- [WHAT TO DO]:
Using the entries below, output each line exactly from the first through the one that contains "Task: Summarize the".

Collected data entries:

+++++

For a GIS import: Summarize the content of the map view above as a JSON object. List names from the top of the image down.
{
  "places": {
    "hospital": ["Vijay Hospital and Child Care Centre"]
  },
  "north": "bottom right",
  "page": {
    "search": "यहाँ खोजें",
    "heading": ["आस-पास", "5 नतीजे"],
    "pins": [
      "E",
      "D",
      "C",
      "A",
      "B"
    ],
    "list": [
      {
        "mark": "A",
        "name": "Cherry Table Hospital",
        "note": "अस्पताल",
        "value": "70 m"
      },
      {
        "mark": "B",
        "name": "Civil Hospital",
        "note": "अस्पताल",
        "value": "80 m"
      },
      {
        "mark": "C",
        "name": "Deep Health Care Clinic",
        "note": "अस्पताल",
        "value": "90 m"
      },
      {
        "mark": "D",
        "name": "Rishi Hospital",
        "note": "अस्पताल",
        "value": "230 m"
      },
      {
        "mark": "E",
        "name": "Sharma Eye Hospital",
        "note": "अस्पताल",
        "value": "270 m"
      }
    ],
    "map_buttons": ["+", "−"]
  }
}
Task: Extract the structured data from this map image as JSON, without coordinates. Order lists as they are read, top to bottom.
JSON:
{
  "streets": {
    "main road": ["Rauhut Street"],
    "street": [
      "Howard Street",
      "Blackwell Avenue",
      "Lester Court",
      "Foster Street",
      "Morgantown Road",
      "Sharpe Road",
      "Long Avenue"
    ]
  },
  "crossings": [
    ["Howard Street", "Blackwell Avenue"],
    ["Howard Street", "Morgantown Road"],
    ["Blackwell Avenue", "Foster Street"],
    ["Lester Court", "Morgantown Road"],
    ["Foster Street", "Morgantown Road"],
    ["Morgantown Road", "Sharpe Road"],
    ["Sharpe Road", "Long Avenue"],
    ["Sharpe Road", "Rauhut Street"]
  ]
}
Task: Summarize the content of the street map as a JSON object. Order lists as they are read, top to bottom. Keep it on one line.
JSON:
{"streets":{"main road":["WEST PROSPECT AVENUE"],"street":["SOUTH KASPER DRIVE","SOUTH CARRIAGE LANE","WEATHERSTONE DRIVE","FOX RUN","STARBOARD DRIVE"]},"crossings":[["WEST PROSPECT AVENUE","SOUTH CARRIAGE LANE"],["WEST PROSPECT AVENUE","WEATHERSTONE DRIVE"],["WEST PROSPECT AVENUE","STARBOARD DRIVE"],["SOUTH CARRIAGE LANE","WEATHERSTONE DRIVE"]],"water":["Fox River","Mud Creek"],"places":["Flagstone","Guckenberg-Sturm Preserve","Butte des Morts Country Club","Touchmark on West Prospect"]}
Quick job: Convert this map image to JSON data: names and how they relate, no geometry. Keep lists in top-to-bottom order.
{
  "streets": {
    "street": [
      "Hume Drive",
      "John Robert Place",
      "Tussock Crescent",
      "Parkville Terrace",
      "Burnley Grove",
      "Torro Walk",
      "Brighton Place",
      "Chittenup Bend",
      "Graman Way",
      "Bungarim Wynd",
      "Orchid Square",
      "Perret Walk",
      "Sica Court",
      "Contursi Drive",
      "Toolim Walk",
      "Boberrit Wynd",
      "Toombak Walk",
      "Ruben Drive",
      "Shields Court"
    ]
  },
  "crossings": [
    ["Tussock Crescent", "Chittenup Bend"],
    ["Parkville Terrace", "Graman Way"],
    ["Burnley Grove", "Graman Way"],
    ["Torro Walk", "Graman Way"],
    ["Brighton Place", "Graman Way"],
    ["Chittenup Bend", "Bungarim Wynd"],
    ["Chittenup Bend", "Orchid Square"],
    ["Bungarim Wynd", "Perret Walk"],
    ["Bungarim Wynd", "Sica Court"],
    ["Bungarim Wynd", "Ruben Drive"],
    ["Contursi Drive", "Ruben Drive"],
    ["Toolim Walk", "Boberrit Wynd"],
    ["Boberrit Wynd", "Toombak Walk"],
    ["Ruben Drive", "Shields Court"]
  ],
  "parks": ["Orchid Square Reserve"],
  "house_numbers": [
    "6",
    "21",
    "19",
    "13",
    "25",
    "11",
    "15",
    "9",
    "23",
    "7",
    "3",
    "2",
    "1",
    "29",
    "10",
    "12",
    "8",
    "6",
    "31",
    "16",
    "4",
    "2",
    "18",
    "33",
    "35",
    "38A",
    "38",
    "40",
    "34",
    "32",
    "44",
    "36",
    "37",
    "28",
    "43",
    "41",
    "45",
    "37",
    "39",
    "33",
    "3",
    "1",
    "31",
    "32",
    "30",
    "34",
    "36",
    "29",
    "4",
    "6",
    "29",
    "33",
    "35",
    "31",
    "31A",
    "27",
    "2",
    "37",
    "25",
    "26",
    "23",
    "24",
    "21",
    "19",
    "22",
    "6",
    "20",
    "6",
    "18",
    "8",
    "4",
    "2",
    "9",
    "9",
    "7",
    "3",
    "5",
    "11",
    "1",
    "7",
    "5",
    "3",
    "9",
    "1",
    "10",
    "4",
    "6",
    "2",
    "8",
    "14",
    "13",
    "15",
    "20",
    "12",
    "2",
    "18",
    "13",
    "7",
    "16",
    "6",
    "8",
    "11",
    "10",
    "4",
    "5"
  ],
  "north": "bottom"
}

+++++

- [EXERCISE SOLUTION]:
For a GIS import: Summarize the content of the map view above as a JSON object. List names from the top of the image down.
{
  "places": {
    "hospital": ["Vijay Hospital and Child Care Centre"]
  },
  "north": "bottom right",
  "page": {
    "search": "यहाँ खोजें",
    "heading": ["आस-पास", "5 नतीजे"],
    "pins": [
      "E",
      "D",
      "C",
      "A",
      "B"
    ],
    "list": [
      {
        "mark": "A",
        "name": "Cherry Table Hospital",
        "note": "अस्पताल",
        "value": "70 m"
      },
      {
        "mark": "B",
        "name": "Civil Hospital",
        "note": "अस्पताल",
        "value": "80 m"
      },
      {
        "mark": "C",
        "name": "Deep Health Care Clinic",
        "note": "अस्पताल",
        "value": "90 m"
      },
      {
        "mark": "D",
        "name": "Rishi Hospital",
        "note": "अस्पताल",
        "value": "230 m"
      },
      {
        "mark": "E",
        "name": "Sharma Eye Hospital",
        "note": "अस्पताल",
        "value": "270 m"
      }
    ],
    "map_buttons": ["+", "−"]
  }
}
Task: Extract the structured data from this map image as JSON, without coordinates. Order lists as they are read, top to bottom.
JSON:
{
  "streets": {
    "main road": ["Rauhut Street"],
    "street": [
      "Howard Street",
      "Blackwell Avenue",
      "Lester Court",
      "Foster Street",
      "Morgantown Road",
      "Sharpe Road",
      "Long Avenue"
    ]
  },
  "crossings": [
    ["Howard Street", "Blackwell Avenue"],
    ["Howard Street", "Morgantown Road"],
    ["Blackwell Avenue", "Foster Street"],
    ["Lester Court", "Morgantown Road"],
    ["Foster Street", "Morgantown Road"],
    ["Morgantown Road", "Sharpe Road"],
    ["Sharpe Road", "Long Avenue"],
    ["Sharpe Road", "Rauhut Street"]
  ]
}
Task: Summarize the content of the street map as a JSON object. Order lists as they are read, top to bottom. Keep it on one line.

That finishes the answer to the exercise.